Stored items
——
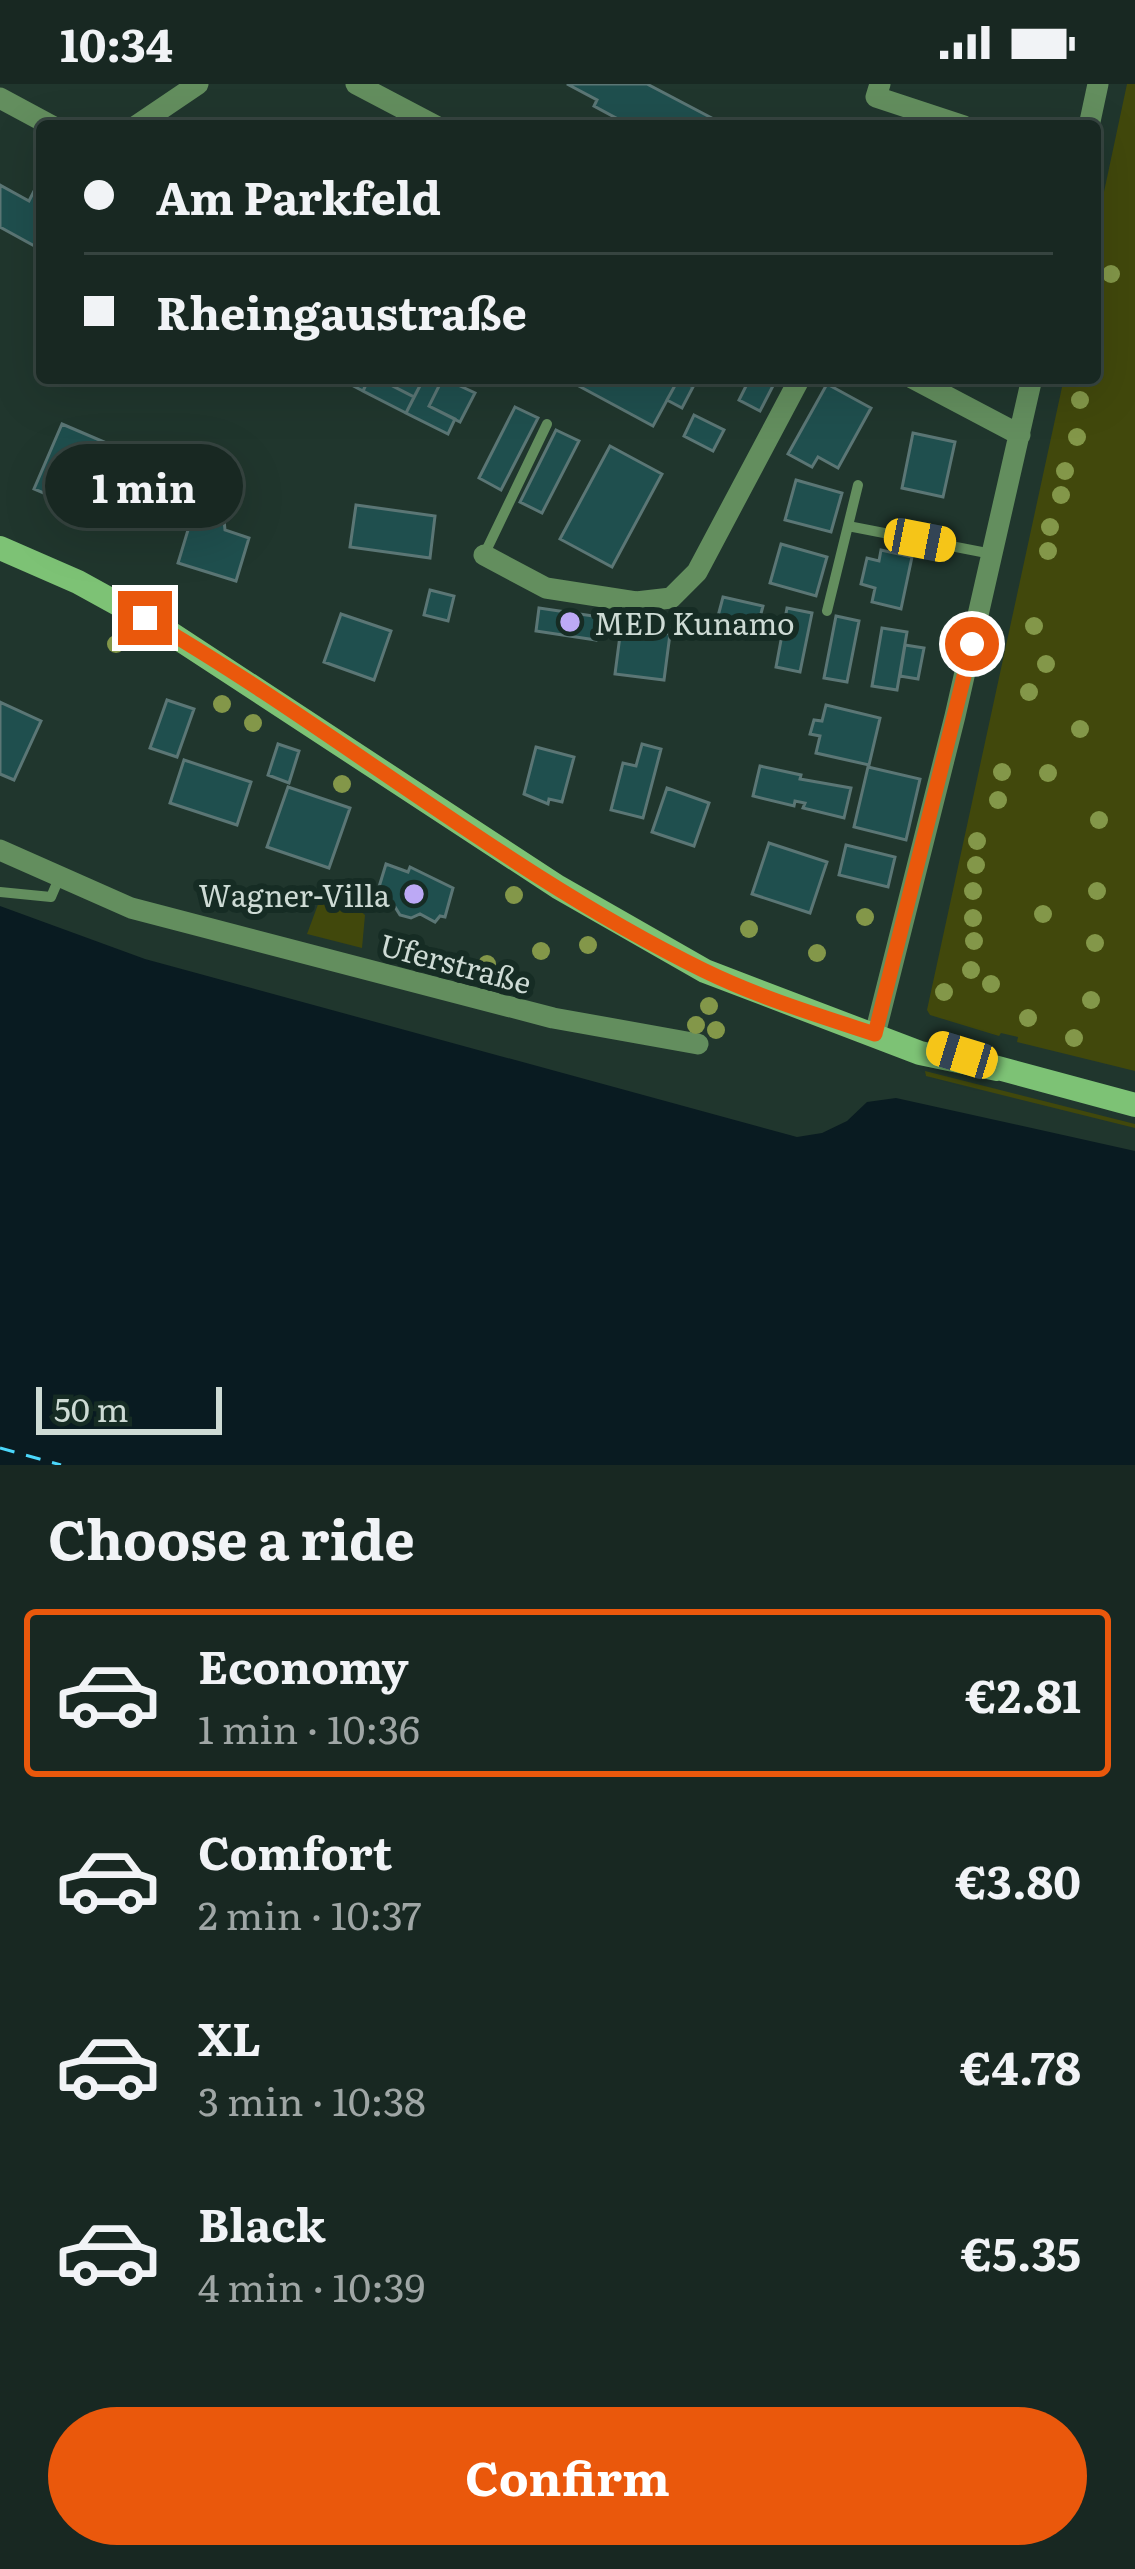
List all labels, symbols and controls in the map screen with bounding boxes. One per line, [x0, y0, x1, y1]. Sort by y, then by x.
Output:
text: 10:34 [60, 9, 173, 76]
text: Am Parkfeld [156, 162, 441, 229]
text: Rheingaustraße [156, 277, 527, 344]
callout: 1 min [46, 444, 244, 528]
text: 1 min [92, 457, 196, 515]
car [881, 515, 959, 565]
route end [118, 591, 172, 645]
place label: MED Kunamo [594, 600, 795, 644]
marker: MED Kunamo [557, 609, 583, 635]
route start [945, 617, 999, 671]
place label: Wagner-Villa [199, 872, 391, 916]
marker: Wagner-Villa [401, 881, 427, 907]
street label: Uferstraße [376, 921, 536, 1003]
car [922, 1027, 1002, 1083]
scale bar [36, 1381, 222, 1434]
text: 50 m [54, 1383, 128, 1432]
text: Choose a ride [48, 1496, 415, 1577]
text: Economy [198, 1631, 409, 1698]
icon: car [54, 1639, 162, 1747]
text: €2.81 [966, 1660, 1081, 1727]
text: 1 min · 10:36 [198, 1698, 420, 1756]
text: Comfort [198, 1817, 392, 1884]
icon: car [54, 1825, 162, 1933]
text: €3.80 [956, 1846, 1081, 1913]
text: 2 min · 10:37 [198, 1884, 422, 1942]
text: XL [198, 2003, 261, 2070]
icon: car [54, 2011, 162, 2119]
text: €4.78 [960, 2032, 1081, 2099]
text: 3 min · 10:38 [198, 2070, 426, 2128]
text: Black [198, 2189, 326, 2256]
icon: car [54, 2197, 162, 2305]
text: €5.35 [961, 2218, 1081, 2285]
text: 4 min · 10:39 [198, 2256, 425, 2314]
button: Confirm [48, 2407, 1087, 2545]

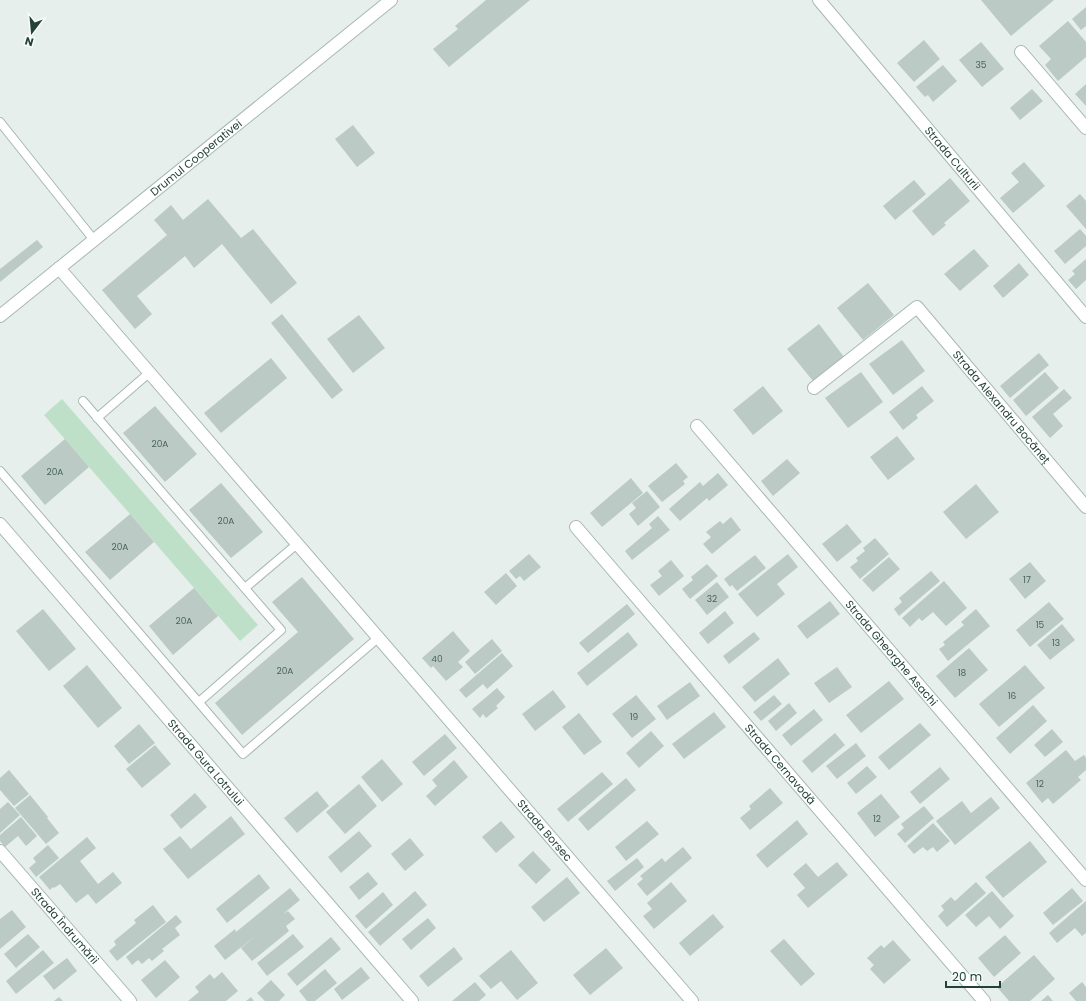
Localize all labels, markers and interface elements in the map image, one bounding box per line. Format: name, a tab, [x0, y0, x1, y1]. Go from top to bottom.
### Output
north arrow	[12, 12, 52, 52]
text: N	[23, 33, 35, 50]
house number: 35	[976, 59, 987, 71]
street label: Drumul Cooperativei	[147, 115, 246, 200]
street label: Strada Culturii	[921, 123, 984, 194]
street label: Strada Alexandru Bocăneț	[949, 347, 1054, 467]
house number: 20A	[152, 438, 168, 450]
house number: 20A	[47, 466, 63, 478]
house number: 20A	[218, 515, 234, 527]
house number: 20A	[112, 541, 128, 553]
house number: 17	[1023, 574, 1031, 586]
house number: 32	[707, 593, 717, 605]
street label: Strada Gheorghe Asachi	[842, 597, 942, 710]
house number: 20A	[176, 615, 192, 627]
house number: 15	[1036, 619, 1045, 631]
house number: 13	[1052, 637, 1060, 649]
house number: 40	[431, 653, 443, 665]
house number: 20A	[277, 665, 293, 677]
house number: 18	[958, 667, 967, 679]
house number: 16	[1008, 690, 1017, 702]
house number: 19	[630, 711, 639, 723]
street label: Strada Gura Lotrului	[164, 716, 248, 809]
street label: Strada Cernavodă	[741, 720, 819, 808]
house number: 12	[1036, 778, 1044, 790]
street label: Strada Borsec	[513, 796, 576, 865]
house number: 12	[873, 813, 881, 825]
street label: Strada Îndrumării	[27, 884, 103, 968]
scale bar	[946, 963, 1000, 989]
text: 20 m	[952, 968, 982, 985]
——
- WHAT IS BEING ASKED
Nothing should appear in the answer except the lines from the first line of the data through the line holding "Localize all labels, markers", exactly as written, with pictures left out.

- TASK SOLUTION
List all labels, symbols and controls in the map screen with bounding boxes. One per line, [x0, y0, x1, y1]. Sort by y, then by x.
Output:
text: 10:34 [60, 9, 173, 76]
text: Am Parkfeld [156, 162, 441, 229]
text: Rheingaustraße [156, 277, 527, 344]
callout: 1 min [46, 444, 244, 528]
text: 1 min [92, 457, 196, 515]
car [881, 515, 959, 565]
route end [118, 591, 172, 645]
place label: MED Kunamo [594, 600, 795, 644]
marker: MED Kunamo [557, 609, 583, 635]
route start [945, 617, 999, 671]
place label: Wagner-Villa [199, 872, 391, 916]
marker: Wagner-Villa [401, 881, 427, 907]
street label: Uferstraße [376, 921, 536, 1003]
car [922, 1027, 1002, 1083]
scale bar [36, 1381, 222, 1434]
text: 50 m [54, 1383, 128, 1432]
text: Choose a ride [48, 1496, 415, 1577]
text: Economy [198, 1631, 409, 1698]
icon: car [54, 1639, 162, 1747]
text: €2.81 [966, 1660, 1081, 1727]
text: 1 min · 10:36 [198, 1698, 420, 1756]
text: Comfort [198, 1817, 392, 1884]
icon: car [54, 1825, 162, 1933]
text: €3.80 [956, 1846, 1081, 1913]
text: 2 min · 10:37 [198, 1884, 422, 1942]
text: XL [198, 2003, 261, 2070]
icon: car [54, 2011, 162, 2119]
text: €4.78 [960, 2032, 1081, 2099]
text: 3 min · 10:38 [198, 2070, 426, 2128]
text: Black [198, 2189, 326, 2256]
icon: car [54, 2197, 162, 2305]
text: €5.35 [961, 2218, 1081, 2285]
text: 4 min · 10:39 [198, 2256, 425, 2314]
button: Confirm [48, 2407, 1087, 2545]

Localize all labels, markers and interface elements in the map image, one bounding box per line. Format: name, a tab, [x0, y0, x1, y1]. Go from top to bottom.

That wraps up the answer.